[[ Data for the task open ]]

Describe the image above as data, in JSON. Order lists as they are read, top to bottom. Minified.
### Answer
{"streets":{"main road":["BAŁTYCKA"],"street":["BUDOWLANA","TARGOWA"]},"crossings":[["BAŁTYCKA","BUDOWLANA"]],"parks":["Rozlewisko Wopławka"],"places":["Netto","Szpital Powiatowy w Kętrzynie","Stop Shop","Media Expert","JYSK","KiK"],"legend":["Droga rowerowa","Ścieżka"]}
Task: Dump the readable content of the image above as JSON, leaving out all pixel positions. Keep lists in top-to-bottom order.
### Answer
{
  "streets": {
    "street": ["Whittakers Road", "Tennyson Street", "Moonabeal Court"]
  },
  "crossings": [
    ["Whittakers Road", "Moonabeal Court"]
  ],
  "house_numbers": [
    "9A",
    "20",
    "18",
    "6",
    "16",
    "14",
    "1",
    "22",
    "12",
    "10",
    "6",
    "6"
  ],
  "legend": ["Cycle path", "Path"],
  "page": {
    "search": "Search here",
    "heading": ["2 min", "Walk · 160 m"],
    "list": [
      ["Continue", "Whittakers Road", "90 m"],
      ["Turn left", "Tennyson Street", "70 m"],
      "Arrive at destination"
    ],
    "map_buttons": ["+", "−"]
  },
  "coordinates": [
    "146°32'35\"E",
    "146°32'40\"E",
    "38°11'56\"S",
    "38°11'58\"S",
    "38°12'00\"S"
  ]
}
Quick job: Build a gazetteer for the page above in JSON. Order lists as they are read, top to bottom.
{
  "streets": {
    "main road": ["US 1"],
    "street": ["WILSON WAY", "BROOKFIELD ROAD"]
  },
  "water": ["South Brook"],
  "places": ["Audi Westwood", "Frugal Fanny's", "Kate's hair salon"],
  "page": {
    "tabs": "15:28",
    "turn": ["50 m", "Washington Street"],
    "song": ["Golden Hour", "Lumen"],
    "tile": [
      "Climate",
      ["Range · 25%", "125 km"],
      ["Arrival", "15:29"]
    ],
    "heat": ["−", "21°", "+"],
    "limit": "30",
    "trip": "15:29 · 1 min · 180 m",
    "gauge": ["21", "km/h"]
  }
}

[[ Data for the task closed ]]

Problem description
For each entry above, write out an exact copy.

Solved exercise
Describe the image above as data, in JSON. Order lists as they are read, top to bottom. Minified.
### Answer
{"streets":{"main road":["BAŁTYCKA"],"street":["BUDOWLANA","TARGOWA"]},"crossings":[["BAŁTYCKA","BUDOWLANA"]],"parks":["Rozlewisko Wopławka"],"places":["Netto","Szpital Powiatowy w Kętrzynie","Stop Shop","Media Expert","JYSK","KiK"],"legend":["Droga rowerowa","Ścieżka"]}
Task: Dump the readable content of the image above as JSON, leaving out all pixel positions. Keep lists in top-to-bottom order.
### Answer
{
  "streets": {
    "street": ["Whittakers Road", "Tennyson Street", "Moonabeal Court"]
  },
  "crossings": [
    ["Whittakers Road", "Moonabeal Court"]
  ],
  "house_numbers": [
    "9A",
    "20",
    "18",
    "6",
    "16",
    "14",
    "1",
    "22",
    "12",
    "10",
    "6",
    "6"
  ],
  "legend": ["Cycle path", "Path"],
  "page": {
    "search": "Search here",
    "heading": ["2 min", "Walk · 160 m"],
    "list": [
      ["Continue", "Whittakers Road", "90 m"],
      ["Turn left", "Tennyson Street", "70 m"],
      "Arrive at destination"
    ],
    "map_buttons": ["+", "−"]
  },
  "coordinates": [
    "146°32'35\"E",
    "146°32'40\"E",
    "38°11'56\"S",
    "38°11'58\"S",
    "38°12'00\"S"
  ]
}
Quick job: Build a gazetteer for the page above in JSON. Order lists as they are read, top to bottom.
{
  "streets": {
    "main road": ["US 1"],
    "street": ["WILSON WAY", "BROOKFIELD ROAD"]
  },
  "water": ["South Brook"],
  "places": ["Audi Westwood", "Frugal Fanny's", "Kate's hair salon"],
  "page": {
    "tabs": "15:28",
    "turn": ["50 m", "Washington Street"],
    "song": ["Golden Hour", "Lumen"],
    "tile": [
      "Climate",
      ["Range · 25%", "125 km"],
      ["Arrival", "15:29"]
    ],
    "heat": ["−", "21°", "+"],
    "limit": "30",
    "trip": "15:29 · 1 min · 180 m",
    "gauge": ["21", "km/h"]
  }
}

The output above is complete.